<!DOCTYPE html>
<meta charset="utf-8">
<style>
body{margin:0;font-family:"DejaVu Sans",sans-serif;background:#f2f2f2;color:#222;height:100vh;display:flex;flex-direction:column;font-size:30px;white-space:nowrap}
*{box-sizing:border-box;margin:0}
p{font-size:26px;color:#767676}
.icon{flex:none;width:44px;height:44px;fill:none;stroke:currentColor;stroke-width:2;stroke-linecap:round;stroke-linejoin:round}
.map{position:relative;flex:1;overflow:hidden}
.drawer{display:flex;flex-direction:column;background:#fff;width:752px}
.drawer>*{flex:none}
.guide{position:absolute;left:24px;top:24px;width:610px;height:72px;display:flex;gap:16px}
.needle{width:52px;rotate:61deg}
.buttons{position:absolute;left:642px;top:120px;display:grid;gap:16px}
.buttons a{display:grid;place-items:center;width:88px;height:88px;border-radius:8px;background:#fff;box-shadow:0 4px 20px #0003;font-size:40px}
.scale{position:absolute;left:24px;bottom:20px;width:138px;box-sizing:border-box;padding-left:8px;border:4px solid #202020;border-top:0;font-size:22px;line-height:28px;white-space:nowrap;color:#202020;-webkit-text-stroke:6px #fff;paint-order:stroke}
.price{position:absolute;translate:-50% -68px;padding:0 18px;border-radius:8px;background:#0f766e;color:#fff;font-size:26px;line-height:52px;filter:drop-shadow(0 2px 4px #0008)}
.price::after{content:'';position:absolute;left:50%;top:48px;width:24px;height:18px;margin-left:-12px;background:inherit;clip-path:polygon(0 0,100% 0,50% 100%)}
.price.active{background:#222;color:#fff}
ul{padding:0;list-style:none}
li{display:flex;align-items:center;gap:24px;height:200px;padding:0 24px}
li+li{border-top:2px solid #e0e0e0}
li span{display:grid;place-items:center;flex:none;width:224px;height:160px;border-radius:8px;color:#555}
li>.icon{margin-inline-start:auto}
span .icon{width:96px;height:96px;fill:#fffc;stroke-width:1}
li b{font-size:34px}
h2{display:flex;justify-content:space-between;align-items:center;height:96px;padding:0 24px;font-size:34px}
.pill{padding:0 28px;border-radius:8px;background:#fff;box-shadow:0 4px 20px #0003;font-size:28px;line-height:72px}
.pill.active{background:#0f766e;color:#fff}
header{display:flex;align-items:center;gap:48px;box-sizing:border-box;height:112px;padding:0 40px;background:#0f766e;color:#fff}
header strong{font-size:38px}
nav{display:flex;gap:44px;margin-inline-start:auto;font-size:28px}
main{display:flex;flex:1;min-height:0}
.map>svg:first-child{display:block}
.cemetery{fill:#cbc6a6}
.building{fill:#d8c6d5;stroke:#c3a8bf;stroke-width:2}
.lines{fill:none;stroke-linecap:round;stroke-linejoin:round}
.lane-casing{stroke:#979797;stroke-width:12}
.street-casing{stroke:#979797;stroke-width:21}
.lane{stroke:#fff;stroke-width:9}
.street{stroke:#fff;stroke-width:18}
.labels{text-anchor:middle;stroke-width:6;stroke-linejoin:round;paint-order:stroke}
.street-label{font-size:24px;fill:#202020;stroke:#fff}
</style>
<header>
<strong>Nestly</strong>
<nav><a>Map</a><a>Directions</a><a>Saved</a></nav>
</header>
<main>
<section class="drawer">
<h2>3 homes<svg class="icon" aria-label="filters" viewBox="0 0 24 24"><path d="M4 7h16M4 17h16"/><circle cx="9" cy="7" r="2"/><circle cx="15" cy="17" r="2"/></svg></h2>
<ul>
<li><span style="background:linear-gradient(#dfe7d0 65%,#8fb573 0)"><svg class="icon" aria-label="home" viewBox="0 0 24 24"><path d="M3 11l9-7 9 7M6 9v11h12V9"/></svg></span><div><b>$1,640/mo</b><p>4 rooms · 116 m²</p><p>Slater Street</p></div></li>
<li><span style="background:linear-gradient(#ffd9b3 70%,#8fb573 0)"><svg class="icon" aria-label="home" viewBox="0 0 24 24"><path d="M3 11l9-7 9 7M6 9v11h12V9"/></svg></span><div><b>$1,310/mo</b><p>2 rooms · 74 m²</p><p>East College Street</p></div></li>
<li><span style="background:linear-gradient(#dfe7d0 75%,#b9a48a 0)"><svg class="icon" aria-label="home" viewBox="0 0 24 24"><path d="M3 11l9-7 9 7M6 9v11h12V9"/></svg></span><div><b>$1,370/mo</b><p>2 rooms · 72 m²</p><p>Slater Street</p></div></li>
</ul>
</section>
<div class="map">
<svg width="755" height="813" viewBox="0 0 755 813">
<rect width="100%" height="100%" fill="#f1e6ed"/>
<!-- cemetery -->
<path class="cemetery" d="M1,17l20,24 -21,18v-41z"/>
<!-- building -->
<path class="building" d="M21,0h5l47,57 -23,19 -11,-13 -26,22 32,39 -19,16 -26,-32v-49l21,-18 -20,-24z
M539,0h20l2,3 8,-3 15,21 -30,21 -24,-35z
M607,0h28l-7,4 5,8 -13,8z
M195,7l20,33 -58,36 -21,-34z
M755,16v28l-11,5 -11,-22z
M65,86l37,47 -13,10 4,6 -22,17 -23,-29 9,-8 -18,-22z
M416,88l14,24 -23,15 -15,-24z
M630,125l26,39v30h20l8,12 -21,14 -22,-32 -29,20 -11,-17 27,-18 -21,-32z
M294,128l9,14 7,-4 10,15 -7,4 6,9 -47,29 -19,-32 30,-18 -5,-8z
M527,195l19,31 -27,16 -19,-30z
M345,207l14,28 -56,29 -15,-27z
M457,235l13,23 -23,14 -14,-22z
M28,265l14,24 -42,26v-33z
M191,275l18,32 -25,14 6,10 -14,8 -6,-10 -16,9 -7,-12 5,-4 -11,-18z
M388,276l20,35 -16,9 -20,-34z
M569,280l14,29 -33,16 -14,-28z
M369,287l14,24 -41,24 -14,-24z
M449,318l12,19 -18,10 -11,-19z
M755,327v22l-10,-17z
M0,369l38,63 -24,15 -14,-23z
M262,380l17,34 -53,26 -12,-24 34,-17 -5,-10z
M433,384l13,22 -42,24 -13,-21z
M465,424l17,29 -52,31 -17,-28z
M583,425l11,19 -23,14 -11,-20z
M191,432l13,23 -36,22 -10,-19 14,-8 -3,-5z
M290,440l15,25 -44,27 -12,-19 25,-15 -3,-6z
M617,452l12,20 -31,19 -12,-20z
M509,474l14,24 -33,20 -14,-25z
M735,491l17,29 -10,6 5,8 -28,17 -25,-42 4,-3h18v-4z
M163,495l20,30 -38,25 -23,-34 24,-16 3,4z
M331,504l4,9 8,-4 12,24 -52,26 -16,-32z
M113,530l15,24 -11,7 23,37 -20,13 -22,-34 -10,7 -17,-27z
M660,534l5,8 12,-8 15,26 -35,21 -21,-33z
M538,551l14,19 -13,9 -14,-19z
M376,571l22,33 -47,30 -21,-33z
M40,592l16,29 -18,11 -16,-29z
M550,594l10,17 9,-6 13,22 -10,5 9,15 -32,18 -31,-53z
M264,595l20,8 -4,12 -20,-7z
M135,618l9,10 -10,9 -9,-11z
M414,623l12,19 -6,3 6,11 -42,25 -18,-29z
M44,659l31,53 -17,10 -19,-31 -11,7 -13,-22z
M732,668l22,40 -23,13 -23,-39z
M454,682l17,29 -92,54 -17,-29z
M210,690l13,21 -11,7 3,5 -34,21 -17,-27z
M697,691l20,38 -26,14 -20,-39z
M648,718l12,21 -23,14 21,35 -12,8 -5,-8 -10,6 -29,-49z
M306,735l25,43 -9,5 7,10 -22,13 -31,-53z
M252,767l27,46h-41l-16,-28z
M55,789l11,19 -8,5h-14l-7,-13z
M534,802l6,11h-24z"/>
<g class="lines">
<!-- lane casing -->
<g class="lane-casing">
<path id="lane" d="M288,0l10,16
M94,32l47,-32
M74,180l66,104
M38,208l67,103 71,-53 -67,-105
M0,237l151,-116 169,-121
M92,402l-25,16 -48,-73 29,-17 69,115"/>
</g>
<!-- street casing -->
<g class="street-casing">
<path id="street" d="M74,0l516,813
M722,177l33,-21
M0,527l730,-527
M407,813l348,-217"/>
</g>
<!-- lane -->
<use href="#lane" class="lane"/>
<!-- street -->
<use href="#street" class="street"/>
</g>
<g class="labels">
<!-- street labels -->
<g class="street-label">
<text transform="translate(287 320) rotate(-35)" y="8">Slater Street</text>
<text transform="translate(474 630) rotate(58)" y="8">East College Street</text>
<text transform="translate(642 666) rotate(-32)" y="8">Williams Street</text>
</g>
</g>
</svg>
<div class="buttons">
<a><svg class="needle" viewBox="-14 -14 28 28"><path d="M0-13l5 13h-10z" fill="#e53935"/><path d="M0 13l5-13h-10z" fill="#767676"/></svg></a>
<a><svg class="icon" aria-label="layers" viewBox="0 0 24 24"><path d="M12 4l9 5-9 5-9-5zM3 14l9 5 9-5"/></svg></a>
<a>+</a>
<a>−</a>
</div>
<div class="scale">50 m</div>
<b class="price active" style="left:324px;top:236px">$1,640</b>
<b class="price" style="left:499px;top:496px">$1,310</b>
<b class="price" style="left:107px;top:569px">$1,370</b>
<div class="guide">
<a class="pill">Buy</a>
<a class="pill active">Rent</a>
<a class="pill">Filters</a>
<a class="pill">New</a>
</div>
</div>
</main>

TASK TO COMPLETE: The required output is the stretch of entries above from the line containing "M697,691l20,38 -26,14 -20,-39z" through the line containing "<!-- street labels -->", reproduced exactly.

OUTPUT FOR THIS EXERCISE:
M697,691l20,38 -26,14 -20,-39z
M648,718l12,21 -23,14 21,35 -12,8 -5,-8 -10,6 -29,-49z
M306,735l25,43 -9,5 7,10 -22,13 -31,-53z
M252,767l27,46h-41l-16,-28z
M55,789l11,19 -8,5h-14l-7,-13z
M534,802l6,11h-24z"/>
<g class="lines">
<!-- lane casing -->
<g class="lane-casing">
<path id="lane" d="M288,0l10,16
M94,32l47,-32
M74,180l66,104
M38,208l67,103 71,-53 -67,-105
M0,237l151,-116 169,-121
M92,402l-25,16 -48,-73 29,-17 69,115"/>
</g>
<!-- street casing -->
<g class="street-casing">
<path id="street" d="M74,0l516,813
M722,177l33,-21
M0,527l730,-527
M407,813l348,-217"/>
</g>
<!-- lane -->
<use href="#lane" class="lane"/>
<!-- street -->
<use href="#street" class="street"/>
</g>
<g class="labels">
<!-- street labels -->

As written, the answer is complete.